Effect: 2-4x speed improvement, 5-20x memory reduction.

TensorRT Automatic Fusion

import tensorrt as trt

## TensorRT automatically identifies and fuses:
## Conv + BatchNorm + ReLU → CBR fused kernel
## MatMul + Add + GELU → Fused kernel

How to Determine if Fusion is Needed?

Use performance analysis tools:

## View kernel call patterns
nsys profile python my_model.py

## If you see many small kernels called consecutively, consider fusion
## Kernel: add_kernel (0.1ms)
## Kernel: relu_kernel (0.1ms)  
## Kernel: mul_kernel (0.1ms)
## → Can be fused into one kernel

Summary

Kernel fusion is one of the core technologies in deep learning performance optimization.

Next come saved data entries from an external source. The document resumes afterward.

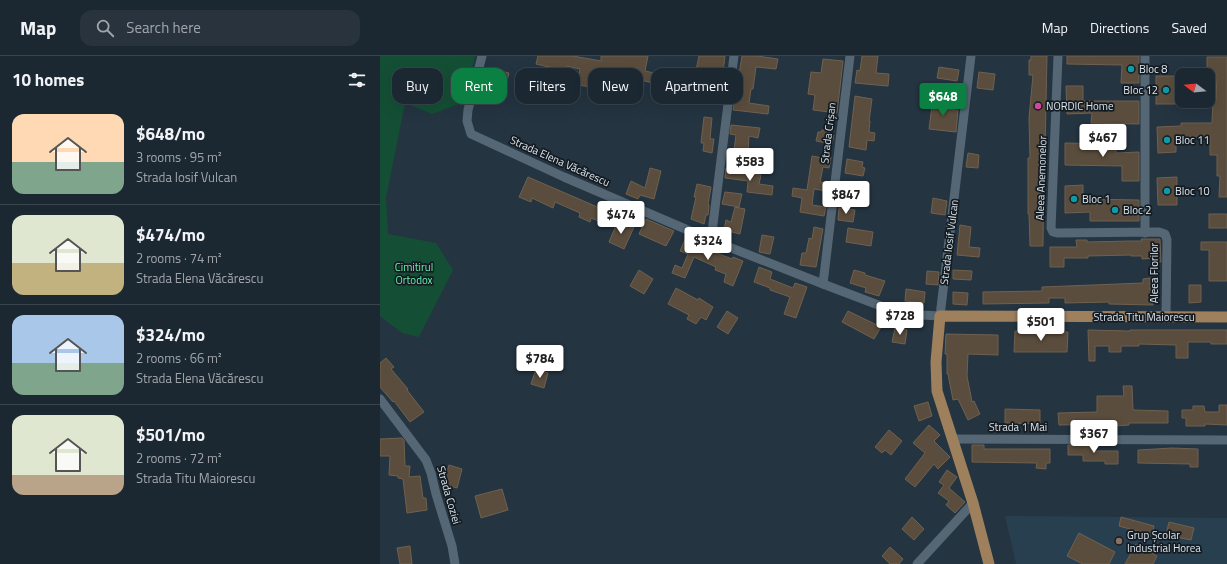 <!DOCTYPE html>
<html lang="en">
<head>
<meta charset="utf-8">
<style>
	:root { --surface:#1b2731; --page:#28333d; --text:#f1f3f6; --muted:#a0a5ab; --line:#39444d; --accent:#0b8043 }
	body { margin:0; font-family:"Titillium Web",sans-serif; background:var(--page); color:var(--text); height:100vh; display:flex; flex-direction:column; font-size:15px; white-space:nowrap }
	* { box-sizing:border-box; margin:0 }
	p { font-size:13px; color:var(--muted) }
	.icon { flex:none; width:22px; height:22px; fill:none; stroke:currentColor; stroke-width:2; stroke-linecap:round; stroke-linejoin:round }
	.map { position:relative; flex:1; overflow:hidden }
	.panel { display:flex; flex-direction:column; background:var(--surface); width:380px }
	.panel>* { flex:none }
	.top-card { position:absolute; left:12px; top:12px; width:380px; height:36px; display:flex; gap:8px }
	.needle { width:26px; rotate:286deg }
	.tools { position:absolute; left:795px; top:12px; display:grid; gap:8px }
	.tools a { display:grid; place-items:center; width:40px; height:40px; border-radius:8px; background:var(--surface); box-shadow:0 4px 16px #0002,0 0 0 1px var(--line); font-size:20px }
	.price { position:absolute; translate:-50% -34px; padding:0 9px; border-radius:4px; background:#fff; color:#222; font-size:13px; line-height:26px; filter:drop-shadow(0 1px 2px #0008) }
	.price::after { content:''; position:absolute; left:50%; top:24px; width:12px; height:9px; margin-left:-6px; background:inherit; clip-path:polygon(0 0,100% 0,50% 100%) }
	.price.selected { background:var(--accent); color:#fff }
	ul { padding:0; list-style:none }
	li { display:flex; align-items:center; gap:12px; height:100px; padding:0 12px }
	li+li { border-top:1px solid var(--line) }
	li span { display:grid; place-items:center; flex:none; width:112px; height:80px; border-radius:12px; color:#555 }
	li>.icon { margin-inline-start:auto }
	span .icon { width:48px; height:48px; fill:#fffc; stroke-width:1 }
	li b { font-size:17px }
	h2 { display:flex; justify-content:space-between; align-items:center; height:48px; padding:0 12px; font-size:17px }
	.chip { padding:0 14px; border-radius:12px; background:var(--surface); box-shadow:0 4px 16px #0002,0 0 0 1px var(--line); font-size:14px; line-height:36px }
	.chip.selected { background:var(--accent); color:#fff }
	header { display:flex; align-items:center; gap:24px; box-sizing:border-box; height:56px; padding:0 20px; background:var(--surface); border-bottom:1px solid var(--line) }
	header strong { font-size:19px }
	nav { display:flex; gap:22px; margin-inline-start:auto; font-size:14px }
	.search { width:280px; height:36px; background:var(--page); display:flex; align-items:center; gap:10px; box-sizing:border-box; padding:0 14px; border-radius:12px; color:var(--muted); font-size:15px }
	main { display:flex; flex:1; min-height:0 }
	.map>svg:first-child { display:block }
	.built { fill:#283f50 }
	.green { fill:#144f35 }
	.building { fill:#5b4d3d; stroke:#6f6150 }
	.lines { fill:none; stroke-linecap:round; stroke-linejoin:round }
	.minor { stroke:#556775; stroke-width:9 }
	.major { stroke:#9f805d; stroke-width:11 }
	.culture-dot { fill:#0f9aa8; stroke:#141b21; stroke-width:1.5 }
	.hotel-dot { fill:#d1479c; stroke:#141b21; stroke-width:1.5 }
	.education-dot { fill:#8d6e63; stroke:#141b21; stroke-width:1.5 }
	.labels { text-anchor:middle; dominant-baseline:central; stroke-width:3.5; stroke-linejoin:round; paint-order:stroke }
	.poi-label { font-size:11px; fill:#dae4ed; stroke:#141b21; text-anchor:start }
	.street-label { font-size:11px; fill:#dae4ed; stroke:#141b21 }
	.park-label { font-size:11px; fill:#68f2b1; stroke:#141b21 }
</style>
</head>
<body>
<header>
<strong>Map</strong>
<div class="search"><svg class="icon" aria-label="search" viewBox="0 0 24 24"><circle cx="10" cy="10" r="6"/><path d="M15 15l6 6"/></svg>Search here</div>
<nav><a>Map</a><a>Directions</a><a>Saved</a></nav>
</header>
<main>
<section class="panel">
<h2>10 homes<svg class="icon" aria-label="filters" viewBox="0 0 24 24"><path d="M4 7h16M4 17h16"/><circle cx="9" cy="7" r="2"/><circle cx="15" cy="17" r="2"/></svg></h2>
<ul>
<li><span style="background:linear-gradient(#ffd9b3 60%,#7fa58c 0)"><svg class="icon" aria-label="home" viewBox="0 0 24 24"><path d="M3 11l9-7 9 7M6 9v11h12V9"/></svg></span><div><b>$648/mo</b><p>3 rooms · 95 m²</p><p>Strada Iosif Vulcan</p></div></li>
<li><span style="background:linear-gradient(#dfe7d0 60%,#c2b280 0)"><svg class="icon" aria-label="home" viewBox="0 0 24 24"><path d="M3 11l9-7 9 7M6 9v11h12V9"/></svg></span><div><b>$474/mo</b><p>2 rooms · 74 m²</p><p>Strada Elena Văcărescu</p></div></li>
<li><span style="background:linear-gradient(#a9c7e8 60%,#7fa58c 0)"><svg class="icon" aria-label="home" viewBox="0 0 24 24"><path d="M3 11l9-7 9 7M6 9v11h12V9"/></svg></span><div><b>$324/mo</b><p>2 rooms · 66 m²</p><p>Strada Elena Văcărescu</p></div></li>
<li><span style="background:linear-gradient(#dfe7d0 75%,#b9a48a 0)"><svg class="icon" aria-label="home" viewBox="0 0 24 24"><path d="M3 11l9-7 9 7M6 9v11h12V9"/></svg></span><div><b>$501/mo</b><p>2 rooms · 72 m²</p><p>Strada Titu Maiorescu</p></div></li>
</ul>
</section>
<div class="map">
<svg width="847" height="508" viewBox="0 0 847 508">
	<rect width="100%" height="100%" fill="#243441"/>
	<!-- built -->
	<path class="built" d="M625,460l222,2v46h-211z"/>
	<!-- green -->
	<path class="green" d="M0,0h95l-11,46 -32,12 -27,-11 -19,95 2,36 48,9 17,27 -34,67 -17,-4 -22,-17z"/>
	<!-- building -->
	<g class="building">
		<path d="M158,0h35l28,5v-5h47l-3,15 19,4 -2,10 -22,-5 -1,4 -45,-9 -2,12 -15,-2 3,-16 -13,-3 -1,5 -30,-7z"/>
		<path d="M319,0h26l-3,24 2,1 -2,15 -20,-3 1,-9 9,2 2,-13 -18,-3z"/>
		<path d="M362,0h15l21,3 -2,10 -20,-2 -3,22h-2l-2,14 20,3 -1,8 -35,-4z"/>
		<path d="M482,0h16l-2,17 13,1 -1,12 -33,-3 2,-13 3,1z"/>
		<path d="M651,0h16l-2,95h-1l-1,95h-13l-1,-32h-1v-56h2l-1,-40 4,-43h-4v-15h2z"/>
		<path d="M687,0h72v27h-18l1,-18 -55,-1z"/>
		<path d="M827,1h20v140h-8l1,-21h-3v-21h-7v-18h-34v15l-18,1 -1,-26 24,-1v-3h31l1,-22h3l1,-27h-10z"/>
		<path d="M443,3l20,2 -6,52 -24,-3 2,-15 -7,-1 3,-22 10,1z"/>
		<path d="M559,11l20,3 -2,11 -20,-3z"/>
		<path d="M111,13l18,4 -5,18 -22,-5 2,-9 5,1z"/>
		<path d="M599,16l16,2 -2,16 -16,-2z"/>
		<rect x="776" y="20" width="19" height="28"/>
		<path d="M686,30h17v15h56v23l-48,-1 1,-10 -25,1z"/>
		<path d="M475,40l17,3 -3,22h1l-1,11 6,1 -1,8 -7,-1 -1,10 -17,-3z"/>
		<path d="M553,42l14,2 -2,9 13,1 -2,22 -27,-3z"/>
		<path d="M324,61l8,1 -2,21h4l-2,14 -9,-2 1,-8h-3z"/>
		<path d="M351,69l29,3 -2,10 -9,-2 -1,16 -14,-2 2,-15 -6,-1z"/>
		<path d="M442,74l8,1 -1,3 5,1 -2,9 -16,-3 2,-9h3z"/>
		<path d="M685,87l51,1v9l23,-1v29h-17v-15l-57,-1z"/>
		<path d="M588,97l11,2 -1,13 -12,-1z"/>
		<path d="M432,100l11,2v-2l8,1 -2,11 -6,-1 -3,15 7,1 -1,8 -12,-2 -2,16 14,2 -2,9 -24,-4 2,-14 -10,-2 1,-8 14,2z"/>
		<path d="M467,103l16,3 -1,5 3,1 -2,8 -18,-3z"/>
		<path d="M270,112l11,3 -7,28 -14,-4 -2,4 -12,-5 5,-13 14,7z"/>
		<path d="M346,112l12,2v2l23,3 -2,9 14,2 -1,9 -25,-3 1,-11 -23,-3z"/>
		<path d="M148,121l74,32 1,-2 12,5 -6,13 -18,-7 -1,4 -11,-5 1,-4 -25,-11 -2,6 -21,-10 -1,4 -12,-5z"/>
		<path d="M797,121v28h-19l-1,-27z"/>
		<path d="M317,128l14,3 -3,17 1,1 -1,10h-2l-2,9 -13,-5 5,-22h-2z"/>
		<path d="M703,129v14l56,1v21h-49v-9l-25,1v-27z"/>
		<path d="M345,136l17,2 -3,13 -17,-3z"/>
		<path d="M553,142l14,3 -2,14 -14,-2z"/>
		<path d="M355,151l10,2 -5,25 -16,-4 2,-10 5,2z"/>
		<path d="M459,152l16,2 -2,12 -15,-2z"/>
		<rect x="829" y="158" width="18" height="14"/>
		<path d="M266,163l28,12 -8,15 -27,-12z"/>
		<path d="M237,167l7,4 2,-3 8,3 -10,22 -15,-7z"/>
		<path d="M580,169l11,2 -2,20 11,1 -1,9 -22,-2z"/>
		<path d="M434,171l9,2 -7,38 -16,-2 2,-12h4l3,-15 3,1z"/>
		<path d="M468,172l25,4 -2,14 -25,-4z"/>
		<path d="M382,179l12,2 -4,17 -11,-2z"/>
		<path d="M306,181l22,9 -1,3 25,10 1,-2 10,4 -10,25 -9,-4 2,-8 -11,-4 1,-3 -22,-10 -9,21 -13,-5 3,-8 7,3 6,-14 -8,-3z"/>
		<path d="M761,183h19l1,23h-8v-4l-11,1v-3h-11v-1l-43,1v2h-24v9h-14v-20h27l-1,-7h11v2l44,-1h11z"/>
		<path d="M821,186h26v39h-18v-31h-8z"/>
		<path d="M379,211l13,5 -2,7 23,9 2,-5 12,4 -11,31 -12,-4 6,-17 -20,-7v-2l-16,-6z"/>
		<path d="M259,214l14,9 -9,15 -14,-8z"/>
		<path d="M474,214l11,3v2l20,6 -6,15 -14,-4 1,-4 -16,-5z"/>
		<path d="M573,214l19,1 -1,9 -18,-1z"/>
		<path d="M547,215l12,1 -1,13 -12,-1z"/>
		<path d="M770,222v12h3v15l-44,-1v-2l-44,1v-5h-16v5l-66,1v-12l59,-1v-4l101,-4v-4z"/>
		<path d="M809,229h12v17l-12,1z"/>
		<path d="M296,232l22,12 1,-2 14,9 -7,13 -5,-3 -5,7 -9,-5 2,-4 -21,-11z"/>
		<path d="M526,233l19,3 -1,11 -19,-2z"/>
		<path d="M573,236l15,1 -1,12 -14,-1z"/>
		<path d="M347,255l11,7 -10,16 -11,-7z"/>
		<path d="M468,255l33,16 -7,12 -32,-17z"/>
		<path d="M515,272l12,2 -2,14 -13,-2z"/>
		<path d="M708,274l42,1v-1h97v14h-16v-2h-23v16h-12v-13l-37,-1v2h-18v6h-12v-6h-14v15h-6z"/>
		<path d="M635,275l53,1 -1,20h-53z"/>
		<path d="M566,278l52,1v20l-30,-1 -1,22 5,26 2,-1 6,13 -12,6 -10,-21 -5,1 -5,-26h-1v-20h-2z"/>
		<path d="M6,302l8,9 -3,2 17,20 -1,1 17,22 -14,10 -16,-21 -1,1 -13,-15v-24z"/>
		<path d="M156,313l12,4 -4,15 -13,-4z"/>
		<path d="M743,330h9l1,24 35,1v12h-39v2l-15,1v-2l-55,1 -1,-12 39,-1v-16h27z"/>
		<path d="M548,346l4,14 -13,5 -5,-15z"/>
		<path d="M839,349h8v20l-22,-1v2h-19v-8h-4v-8h11v-4h11l1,6h14z"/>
		<path d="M625,353l35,1v14l-35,-1z"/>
		<path d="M549,369l11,10 -6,6 16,16 -12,12 -4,-5 -19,23 -10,-8 20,-26 -12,-10z"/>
		<path d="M509,374l13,11 -11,14 -6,-5 -3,3 -7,-6z"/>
		<path d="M22,382l2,2 1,26h5l-1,11 11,-1 3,22h3l1,12 -20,3 -4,-34 -5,-1v-2l-9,-1 1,-19h-10v-17z"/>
		<path d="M592,389h12v4h66v14h-4v6l-10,-1 1,-5 -65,-1z"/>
		<path d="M688,389l27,1v5h23v13h-13v-3h-22v-6h-15z"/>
		<path d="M792,392l26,1v18h-8v-3l-52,-1v-13z"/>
		<path d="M69,409l13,4 -5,19 -14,-4z"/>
		<path d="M567,414l10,7 -8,11 16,14 -10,11 -9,-8 3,-4 -11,-8 6,-8 -5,-3z"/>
		<path d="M122,433l6,21 -27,8 -6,-22z"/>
		<path d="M532,461l12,12 -10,11 -12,-11z"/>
		<path d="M741,461l33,9 -2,9 -33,-9z"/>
		<path d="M789,466l25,6 -3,12 -25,-5z"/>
		<path d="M699,477l36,19 -6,12h-26l-16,-8z"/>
		<path d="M756,488l21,12 -4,8h-28z"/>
		<path d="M30,490l2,18h-12l-3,-16z"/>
		<path d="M510,491l13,12 -4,5h-9l-8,-8z"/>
	</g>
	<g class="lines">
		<!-- minor -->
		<g class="minor">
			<path d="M102,0l-14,54 -1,11 4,13 93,43 147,63 112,44 71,27 28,4 18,1 31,-260"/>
			<path d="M678,0l-7,172 2,4 4,1 102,-1 6,2 2,6 -1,77"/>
			<path d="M765,0v177"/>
			<path d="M331,184l23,-184"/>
			<path d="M443,228l27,-228"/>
			<path d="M0,343l46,61 5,13 5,21 16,52 3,18"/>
			<path d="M573,383l274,1"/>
			<path d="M537,508l56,-61"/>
		</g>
		<!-- major -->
		<path class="major" d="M609,508l-16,-61 -36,-112 -1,-29 4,-46 287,1"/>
	</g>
	<!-- markers -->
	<g class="culture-dot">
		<circle cx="751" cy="13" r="4"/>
		<circle cx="786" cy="34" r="4"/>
		<circle cx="787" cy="84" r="4"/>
		<circle cx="787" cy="135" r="4"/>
		<circle cx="694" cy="143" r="4"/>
		<circle cx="735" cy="154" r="4"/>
	</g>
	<circle class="hotel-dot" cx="658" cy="50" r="4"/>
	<circle class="education-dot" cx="739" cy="485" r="4"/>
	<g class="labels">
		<!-- poi labels -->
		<g class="poi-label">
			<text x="759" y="13">Bloc 8</text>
			<text x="778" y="34" text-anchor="end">Bloc 12</text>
			<text x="666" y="50">NORDIC Home</text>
			<text x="795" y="84">Bloc 11</text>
			<text x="795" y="135">Bloc 10</text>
			<text x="702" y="143">Bloc 1</text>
			<text x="743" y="154">Bloc 2</text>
			<text x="747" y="479">Grup Școlar<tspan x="747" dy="13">Industrial Horea</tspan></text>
		</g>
		<!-- street labels -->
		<g class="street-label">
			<text transform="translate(448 77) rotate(-83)">Strada Crișan</text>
			<text transform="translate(180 105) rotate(24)">Strada Elena Văcărescu</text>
			<text transform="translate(661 122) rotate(-88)">Aleea Anemonelor</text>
			<text transform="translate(569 186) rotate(-83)">Strada Iosif Vulcan</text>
			<text transform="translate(774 217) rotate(-90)">Aleea Florilor</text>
			<text x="764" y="261">Strada Titu Maiorescu</text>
			<text x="638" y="371">Strada 1 Mai</text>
			<text transform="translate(69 439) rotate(74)">Strada Coziei</text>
		</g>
		<!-- park labels -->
		<g class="park-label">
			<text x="34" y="211">Cimitirul<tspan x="34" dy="13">Ortodox</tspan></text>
		</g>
	</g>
</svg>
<div class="tools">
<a><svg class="needle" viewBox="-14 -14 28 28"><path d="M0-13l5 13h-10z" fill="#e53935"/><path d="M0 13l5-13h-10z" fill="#a0a5ab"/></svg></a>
</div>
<b class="price selected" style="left:563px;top:61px">$648</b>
<b class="price" style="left:723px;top:102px">$467</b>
<b class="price" style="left:370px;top:126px">$583</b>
<b class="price" style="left:466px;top:159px">$847</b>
<b class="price" style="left:241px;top:179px">$474</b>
<b class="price" style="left:328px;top:205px">$324</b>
<b class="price" style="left:520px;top:280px">$728</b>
<b class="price" style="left:661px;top:286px">$501</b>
<b class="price" style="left:160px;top:323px">$784</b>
<b class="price" style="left:714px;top:398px">$367</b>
<div class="top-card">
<a class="chip">Buy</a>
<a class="chip selected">Rent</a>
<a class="chip">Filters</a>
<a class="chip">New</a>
<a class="chip">Apartment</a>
</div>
</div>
</main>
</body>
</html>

Its essence is reducing memory access by combining multiple small operations into one large operation, avoiding repeated read/write of intermediate results.

Key points:

Memory access is the bottleneck: Computing is fast, reading/writing is slow
Fusion reduces round trips: Data stays in fast storage for processing
Automatic fusion tools: TensorRT, torch.compile, etc.
Classic example: Flash Attention

Understand kernel fusion, and you understand one of the core secrets of GPU acceleration.